I’m one of the (I think I’m safely guessing) millions of Americans who feels taken advantage of by my cable TV company. Tired of paying $135 a month for cable and Internet, I called Cablevision yesterday and asked them to downgrade my service.

I dropped the $55-a-month “Family Cable” pack, which includes all of the popular channels such as A&E (no more “Intervention” and “Hoarders” … oh, the pain), USA, TBS, TNT, CNN, ESPN and the Comedy Channel (goodbye “The Daily Show”).
And I signed up for the $12.95-a-month “Basic Cable,” which is basically what you can get with an antenna plus some local access and state government channels.
(The problem is, $12.95 automatically becomes $22.95 a month because you are forced to rent a digital converter box and a digital remote control if you want those local access channels to show up.)
Then I had to sign up for an “iO package” for another $11.95 a month because the Nickelodeon Junior channel is an absolute must in our household. It has “The Wonder Pets,” ‘The Backyardigans,” “Dora the Explorer” … everything in this world that my 3-year-old daughter cares about.
But with it I get Great American Country, The Golf Channel, The Military Channel, Jewelry Television (huh?), Wedding Central, Euro News and a bunch of other channels that I would never want to watch.
Add it all up, plus a bunch of other dubious fees and the extra $5 a month I have to pay for high-speed Internet because I am not buying the more expensive TV package, and my Cablevision bill is still going to be more than $100 a month.
You can’t purchase a la carte cable television.
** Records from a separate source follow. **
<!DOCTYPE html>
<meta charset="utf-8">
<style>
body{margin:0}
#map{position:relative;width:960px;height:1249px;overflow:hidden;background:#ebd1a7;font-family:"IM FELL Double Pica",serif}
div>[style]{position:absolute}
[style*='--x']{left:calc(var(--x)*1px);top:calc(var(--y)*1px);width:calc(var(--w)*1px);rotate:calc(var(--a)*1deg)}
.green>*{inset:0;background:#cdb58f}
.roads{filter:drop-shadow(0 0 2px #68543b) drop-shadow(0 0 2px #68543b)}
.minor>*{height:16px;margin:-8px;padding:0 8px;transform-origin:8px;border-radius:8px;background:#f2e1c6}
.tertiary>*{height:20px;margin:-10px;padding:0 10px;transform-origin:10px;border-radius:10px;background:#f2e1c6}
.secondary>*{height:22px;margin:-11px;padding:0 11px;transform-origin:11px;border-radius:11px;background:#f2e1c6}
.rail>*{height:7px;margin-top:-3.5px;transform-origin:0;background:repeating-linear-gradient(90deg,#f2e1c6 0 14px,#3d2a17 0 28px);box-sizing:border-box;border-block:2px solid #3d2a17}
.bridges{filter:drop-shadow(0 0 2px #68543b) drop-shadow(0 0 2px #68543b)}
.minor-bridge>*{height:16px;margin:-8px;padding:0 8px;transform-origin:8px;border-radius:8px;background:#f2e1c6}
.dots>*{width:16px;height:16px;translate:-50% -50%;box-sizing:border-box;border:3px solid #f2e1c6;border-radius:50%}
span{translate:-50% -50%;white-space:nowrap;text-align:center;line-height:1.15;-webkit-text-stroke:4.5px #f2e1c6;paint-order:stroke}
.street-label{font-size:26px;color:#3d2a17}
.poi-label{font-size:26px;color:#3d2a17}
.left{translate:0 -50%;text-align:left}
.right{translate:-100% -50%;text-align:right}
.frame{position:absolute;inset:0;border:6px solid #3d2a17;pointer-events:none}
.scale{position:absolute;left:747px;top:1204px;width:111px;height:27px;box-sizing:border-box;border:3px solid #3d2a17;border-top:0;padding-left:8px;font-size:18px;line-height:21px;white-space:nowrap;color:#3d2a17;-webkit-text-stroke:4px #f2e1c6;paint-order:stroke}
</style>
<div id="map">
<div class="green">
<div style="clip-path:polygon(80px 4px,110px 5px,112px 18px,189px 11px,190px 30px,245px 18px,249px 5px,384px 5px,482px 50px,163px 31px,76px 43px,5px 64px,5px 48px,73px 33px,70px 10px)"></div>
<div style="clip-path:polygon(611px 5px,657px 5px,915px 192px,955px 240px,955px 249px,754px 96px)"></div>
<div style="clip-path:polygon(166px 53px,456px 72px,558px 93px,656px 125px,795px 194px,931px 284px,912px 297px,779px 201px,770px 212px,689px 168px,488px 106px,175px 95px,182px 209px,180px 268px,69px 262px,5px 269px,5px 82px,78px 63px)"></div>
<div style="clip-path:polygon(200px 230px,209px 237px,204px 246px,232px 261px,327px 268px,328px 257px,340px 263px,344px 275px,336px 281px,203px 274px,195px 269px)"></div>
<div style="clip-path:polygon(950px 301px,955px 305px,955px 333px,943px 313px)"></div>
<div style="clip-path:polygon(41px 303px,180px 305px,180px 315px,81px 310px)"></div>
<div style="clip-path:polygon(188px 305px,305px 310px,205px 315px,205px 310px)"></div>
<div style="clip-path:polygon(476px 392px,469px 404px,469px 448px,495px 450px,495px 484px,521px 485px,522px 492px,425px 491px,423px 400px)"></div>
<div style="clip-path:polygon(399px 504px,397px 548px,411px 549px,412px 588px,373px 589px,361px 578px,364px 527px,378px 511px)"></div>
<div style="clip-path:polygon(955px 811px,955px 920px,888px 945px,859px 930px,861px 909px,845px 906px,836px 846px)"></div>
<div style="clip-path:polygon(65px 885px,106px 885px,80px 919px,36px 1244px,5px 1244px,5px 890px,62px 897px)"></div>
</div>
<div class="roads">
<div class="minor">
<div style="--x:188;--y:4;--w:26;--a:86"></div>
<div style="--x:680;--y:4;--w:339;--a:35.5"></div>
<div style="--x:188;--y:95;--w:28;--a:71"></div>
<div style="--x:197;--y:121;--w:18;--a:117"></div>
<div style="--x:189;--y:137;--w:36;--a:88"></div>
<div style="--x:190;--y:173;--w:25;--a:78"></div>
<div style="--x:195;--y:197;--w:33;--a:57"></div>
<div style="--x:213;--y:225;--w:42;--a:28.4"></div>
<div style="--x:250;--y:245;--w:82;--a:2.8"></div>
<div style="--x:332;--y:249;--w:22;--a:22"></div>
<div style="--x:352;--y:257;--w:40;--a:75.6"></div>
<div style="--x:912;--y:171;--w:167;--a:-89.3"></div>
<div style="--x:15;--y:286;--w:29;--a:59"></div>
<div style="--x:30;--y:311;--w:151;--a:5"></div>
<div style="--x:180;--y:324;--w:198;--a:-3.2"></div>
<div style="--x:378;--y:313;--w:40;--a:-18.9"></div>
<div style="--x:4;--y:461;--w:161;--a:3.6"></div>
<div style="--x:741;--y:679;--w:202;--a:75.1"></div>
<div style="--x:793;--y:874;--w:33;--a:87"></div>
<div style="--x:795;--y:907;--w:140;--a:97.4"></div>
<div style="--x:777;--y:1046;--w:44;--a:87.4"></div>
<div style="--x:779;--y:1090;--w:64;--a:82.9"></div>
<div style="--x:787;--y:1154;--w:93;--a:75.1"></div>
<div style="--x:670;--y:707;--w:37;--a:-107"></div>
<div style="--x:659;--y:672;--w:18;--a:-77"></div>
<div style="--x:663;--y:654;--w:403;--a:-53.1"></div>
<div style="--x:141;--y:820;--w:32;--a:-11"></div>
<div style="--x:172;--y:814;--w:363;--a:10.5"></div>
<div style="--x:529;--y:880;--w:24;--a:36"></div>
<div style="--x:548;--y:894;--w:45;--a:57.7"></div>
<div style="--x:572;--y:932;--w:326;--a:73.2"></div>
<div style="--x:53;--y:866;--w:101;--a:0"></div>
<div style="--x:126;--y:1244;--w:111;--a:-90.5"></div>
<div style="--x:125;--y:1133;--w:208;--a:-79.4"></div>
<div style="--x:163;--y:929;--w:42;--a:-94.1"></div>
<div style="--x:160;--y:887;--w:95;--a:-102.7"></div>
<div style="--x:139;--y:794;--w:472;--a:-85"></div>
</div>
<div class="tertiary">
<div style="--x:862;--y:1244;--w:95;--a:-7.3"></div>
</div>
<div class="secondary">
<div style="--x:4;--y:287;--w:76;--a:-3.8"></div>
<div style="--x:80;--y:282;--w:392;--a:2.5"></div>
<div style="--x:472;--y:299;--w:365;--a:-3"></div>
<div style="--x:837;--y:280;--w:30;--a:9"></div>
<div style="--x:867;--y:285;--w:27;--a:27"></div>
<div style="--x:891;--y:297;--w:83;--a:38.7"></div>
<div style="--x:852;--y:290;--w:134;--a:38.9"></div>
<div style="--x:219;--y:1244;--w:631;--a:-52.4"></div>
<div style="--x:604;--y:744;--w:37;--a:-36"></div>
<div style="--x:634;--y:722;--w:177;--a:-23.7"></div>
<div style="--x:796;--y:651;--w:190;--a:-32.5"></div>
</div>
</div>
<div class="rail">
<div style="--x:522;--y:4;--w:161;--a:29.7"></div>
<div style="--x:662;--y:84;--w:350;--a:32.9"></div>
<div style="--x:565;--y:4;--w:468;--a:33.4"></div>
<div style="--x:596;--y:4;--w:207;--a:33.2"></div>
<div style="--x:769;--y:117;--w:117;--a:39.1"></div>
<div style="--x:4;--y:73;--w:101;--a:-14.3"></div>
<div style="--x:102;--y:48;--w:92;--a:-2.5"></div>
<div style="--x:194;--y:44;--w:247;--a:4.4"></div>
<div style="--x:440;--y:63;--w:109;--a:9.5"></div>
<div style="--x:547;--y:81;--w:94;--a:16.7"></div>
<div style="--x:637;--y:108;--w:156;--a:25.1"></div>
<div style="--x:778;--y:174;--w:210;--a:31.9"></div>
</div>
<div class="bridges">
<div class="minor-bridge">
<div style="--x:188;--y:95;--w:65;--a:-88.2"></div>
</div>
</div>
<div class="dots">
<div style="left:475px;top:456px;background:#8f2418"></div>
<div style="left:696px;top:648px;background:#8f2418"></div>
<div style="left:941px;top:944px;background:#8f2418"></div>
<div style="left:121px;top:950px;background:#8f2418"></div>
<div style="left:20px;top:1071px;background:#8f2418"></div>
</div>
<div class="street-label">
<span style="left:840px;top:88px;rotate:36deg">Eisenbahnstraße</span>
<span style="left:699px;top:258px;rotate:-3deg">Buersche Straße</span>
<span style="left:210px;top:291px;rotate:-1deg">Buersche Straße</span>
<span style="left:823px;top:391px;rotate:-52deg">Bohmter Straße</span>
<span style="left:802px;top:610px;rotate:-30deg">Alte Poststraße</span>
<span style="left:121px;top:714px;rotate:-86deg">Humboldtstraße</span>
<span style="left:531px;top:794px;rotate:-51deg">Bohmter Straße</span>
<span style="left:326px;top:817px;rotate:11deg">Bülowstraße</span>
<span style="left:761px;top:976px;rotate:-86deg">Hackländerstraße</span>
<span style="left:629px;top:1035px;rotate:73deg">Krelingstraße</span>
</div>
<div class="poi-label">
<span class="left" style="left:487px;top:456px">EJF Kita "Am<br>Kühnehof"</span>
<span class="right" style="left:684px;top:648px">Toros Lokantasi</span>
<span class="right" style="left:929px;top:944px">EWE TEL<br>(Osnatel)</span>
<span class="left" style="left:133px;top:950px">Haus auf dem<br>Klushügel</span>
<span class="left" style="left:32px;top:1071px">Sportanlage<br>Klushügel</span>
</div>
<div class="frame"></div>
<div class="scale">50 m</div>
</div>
You have to pay for a lot of crap to get the handful of channels you really want.
The technology must exist, or could easily exist – that’s just not how it works, because the cable TV providers are clinging to every dime of revenue they can.
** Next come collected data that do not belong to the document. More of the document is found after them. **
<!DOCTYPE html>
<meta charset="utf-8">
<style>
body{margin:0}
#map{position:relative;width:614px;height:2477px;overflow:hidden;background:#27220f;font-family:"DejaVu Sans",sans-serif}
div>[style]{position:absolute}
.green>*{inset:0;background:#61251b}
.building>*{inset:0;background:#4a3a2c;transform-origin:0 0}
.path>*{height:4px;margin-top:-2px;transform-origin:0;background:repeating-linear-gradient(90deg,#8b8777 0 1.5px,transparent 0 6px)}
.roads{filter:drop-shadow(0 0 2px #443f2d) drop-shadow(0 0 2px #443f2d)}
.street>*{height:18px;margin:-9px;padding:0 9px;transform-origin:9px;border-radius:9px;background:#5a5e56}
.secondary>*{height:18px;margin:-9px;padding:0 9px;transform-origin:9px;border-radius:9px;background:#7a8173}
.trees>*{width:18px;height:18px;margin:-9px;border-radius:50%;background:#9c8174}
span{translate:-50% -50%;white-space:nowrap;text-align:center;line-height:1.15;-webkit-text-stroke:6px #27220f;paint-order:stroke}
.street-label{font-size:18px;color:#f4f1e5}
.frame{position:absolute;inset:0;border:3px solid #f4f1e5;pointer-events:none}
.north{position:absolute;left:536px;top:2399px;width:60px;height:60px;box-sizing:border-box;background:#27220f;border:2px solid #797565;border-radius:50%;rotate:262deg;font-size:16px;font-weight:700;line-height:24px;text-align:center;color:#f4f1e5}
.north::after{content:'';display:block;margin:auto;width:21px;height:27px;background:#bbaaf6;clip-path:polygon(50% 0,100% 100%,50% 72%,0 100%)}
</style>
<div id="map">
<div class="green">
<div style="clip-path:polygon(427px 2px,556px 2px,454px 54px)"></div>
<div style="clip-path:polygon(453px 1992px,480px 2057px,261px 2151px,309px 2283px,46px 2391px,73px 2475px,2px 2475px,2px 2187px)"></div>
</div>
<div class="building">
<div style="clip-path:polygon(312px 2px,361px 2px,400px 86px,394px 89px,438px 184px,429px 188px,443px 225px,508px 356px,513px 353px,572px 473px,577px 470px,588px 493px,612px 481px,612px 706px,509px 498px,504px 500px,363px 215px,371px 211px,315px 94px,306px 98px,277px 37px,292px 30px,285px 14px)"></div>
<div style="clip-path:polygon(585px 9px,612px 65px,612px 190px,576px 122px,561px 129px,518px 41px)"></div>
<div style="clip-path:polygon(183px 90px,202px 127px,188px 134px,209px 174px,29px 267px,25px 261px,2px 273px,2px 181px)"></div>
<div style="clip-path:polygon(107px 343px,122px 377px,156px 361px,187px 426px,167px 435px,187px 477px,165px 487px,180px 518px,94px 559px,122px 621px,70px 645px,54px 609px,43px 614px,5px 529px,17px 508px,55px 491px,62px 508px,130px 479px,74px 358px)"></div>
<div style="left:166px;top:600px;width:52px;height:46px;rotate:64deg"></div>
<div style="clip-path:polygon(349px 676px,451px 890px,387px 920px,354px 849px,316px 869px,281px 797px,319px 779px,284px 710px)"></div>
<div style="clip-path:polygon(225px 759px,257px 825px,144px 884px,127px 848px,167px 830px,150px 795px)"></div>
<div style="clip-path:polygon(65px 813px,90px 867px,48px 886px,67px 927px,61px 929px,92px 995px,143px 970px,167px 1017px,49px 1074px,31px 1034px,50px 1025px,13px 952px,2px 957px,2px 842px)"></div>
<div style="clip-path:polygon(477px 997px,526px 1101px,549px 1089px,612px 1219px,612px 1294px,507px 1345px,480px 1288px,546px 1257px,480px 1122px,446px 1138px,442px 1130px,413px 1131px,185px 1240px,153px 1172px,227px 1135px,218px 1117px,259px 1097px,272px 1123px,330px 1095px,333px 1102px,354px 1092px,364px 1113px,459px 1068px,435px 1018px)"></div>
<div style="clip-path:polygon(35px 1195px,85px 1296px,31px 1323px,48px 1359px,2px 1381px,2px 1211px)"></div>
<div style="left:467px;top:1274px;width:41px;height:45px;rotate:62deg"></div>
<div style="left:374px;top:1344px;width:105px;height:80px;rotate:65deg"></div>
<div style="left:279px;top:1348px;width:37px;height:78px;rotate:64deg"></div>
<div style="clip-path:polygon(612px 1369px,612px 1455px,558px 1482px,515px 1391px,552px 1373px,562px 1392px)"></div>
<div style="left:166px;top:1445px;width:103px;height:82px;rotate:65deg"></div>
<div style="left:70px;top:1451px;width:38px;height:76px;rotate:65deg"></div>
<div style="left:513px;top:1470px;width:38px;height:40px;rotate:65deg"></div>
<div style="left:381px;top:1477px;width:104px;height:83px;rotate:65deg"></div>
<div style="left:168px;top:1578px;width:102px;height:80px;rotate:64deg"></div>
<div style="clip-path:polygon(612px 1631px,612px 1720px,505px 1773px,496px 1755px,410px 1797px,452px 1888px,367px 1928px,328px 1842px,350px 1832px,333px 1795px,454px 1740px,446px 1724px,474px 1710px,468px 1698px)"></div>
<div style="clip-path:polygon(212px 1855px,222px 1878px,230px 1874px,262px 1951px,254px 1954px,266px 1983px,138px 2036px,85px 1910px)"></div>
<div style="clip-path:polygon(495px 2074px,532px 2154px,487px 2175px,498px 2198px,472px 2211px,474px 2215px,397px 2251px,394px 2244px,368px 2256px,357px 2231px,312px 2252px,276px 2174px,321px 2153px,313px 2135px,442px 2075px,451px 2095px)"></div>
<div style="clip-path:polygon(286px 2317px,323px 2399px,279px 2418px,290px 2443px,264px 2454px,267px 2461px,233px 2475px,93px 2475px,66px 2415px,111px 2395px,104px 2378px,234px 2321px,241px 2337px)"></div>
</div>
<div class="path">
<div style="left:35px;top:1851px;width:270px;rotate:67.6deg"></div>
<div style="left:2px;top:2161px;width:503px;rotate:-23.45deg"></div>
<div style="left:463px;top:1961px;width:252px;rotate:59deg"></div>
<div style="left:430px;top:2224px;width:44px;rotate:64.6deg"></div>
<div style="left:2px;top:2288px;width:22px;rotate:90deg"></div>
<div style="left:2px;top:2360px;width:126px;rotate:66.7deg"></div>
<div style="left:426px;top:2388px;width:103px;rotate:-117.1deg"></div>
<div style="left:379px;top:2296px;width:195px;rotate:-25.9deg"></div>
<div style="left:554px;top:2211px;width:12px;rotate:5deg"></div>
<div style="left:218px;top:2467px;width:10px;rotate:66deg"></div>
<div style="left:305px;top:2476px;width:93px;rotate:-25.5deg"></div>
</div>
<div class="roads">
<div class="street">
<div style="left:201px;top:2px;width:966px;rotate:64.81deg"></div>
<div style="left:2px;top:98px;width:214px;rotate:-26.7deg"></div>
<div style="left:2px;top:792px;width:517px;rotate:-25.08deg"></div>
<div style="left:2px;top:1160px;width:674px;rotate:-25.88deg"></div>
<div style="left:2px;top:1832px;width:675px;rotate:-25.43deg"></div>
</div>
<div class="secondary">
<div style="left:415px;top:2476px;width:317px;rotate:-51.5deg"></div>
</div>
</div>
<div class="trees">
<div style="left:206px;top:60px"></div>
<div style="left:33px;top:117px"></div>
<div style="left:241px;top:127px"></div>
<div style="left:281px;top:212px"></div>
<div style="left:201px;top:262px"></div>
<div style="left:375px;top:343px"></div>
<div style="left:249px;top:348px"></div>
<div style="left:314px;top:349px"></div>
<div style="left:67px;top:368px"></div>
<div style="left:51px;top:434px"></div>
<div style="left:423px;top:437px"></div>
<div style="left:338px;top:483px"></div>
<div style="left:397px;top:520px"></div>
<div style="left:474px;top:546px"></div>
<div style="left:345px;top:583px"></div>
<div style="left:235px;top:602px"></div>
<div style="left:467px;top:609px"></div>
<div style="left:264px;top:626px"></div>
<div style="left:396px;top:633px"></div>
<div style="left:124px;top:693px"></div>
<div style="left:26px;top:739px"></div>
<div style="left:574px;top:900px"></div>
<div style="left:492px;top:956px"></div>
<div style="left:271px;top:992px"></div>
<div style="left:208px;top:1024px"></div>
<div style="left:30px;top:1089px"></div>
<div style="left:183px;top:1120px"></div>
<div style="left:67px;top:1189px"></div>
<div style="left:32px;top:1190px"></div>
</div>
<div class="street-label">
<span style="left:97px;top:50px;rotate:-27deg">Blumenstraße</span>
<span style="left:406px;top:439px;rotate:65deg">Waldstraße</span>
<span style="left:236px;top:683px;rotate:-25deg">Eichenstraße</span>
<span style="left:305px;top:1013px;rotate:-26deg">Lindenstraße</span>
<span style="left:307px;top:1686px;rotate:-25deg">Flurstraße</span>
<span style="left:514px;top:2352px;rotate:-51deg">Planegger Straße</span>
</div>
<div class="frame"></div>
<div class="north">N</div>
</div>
With Web-based video delivery and other technology available, though, my question is, how long will it be before someone steps up and cuts them out of the process?
I bet that what I would be willing to pay Nickelodeon directly for the content that makes my 3-year-old a happy little girl is more than the fees that Cablevision is paying them to have me as a subscriber.
And to take it a step further, I bet Nickelodeon would benefit even more from the advertising they could sell around my family watching videos on their Web site all day long if they went the route of Hulu and others and streamed their programming for free online.
– – –
That’s a long run-up to saying that from the perspective of a frustrated consumer, I can see parallels between the cable television problem and the way that our business model is changing as a local news and information provider in print and online.
We are moving to partner with, bring in and distribute content from all kinds of community journalism and entrepreneurial sources. It will be hyperlocal to a particular neighborhood, and niche to a particular interest (i.e., parenting or high school wrestling).
The difference, I guess, is that we will not be charging folks to access this content, but rather selling advertising (alone and perhaps in partnership with some of the providers) around the many different eyeballs each specific layer of information attracts.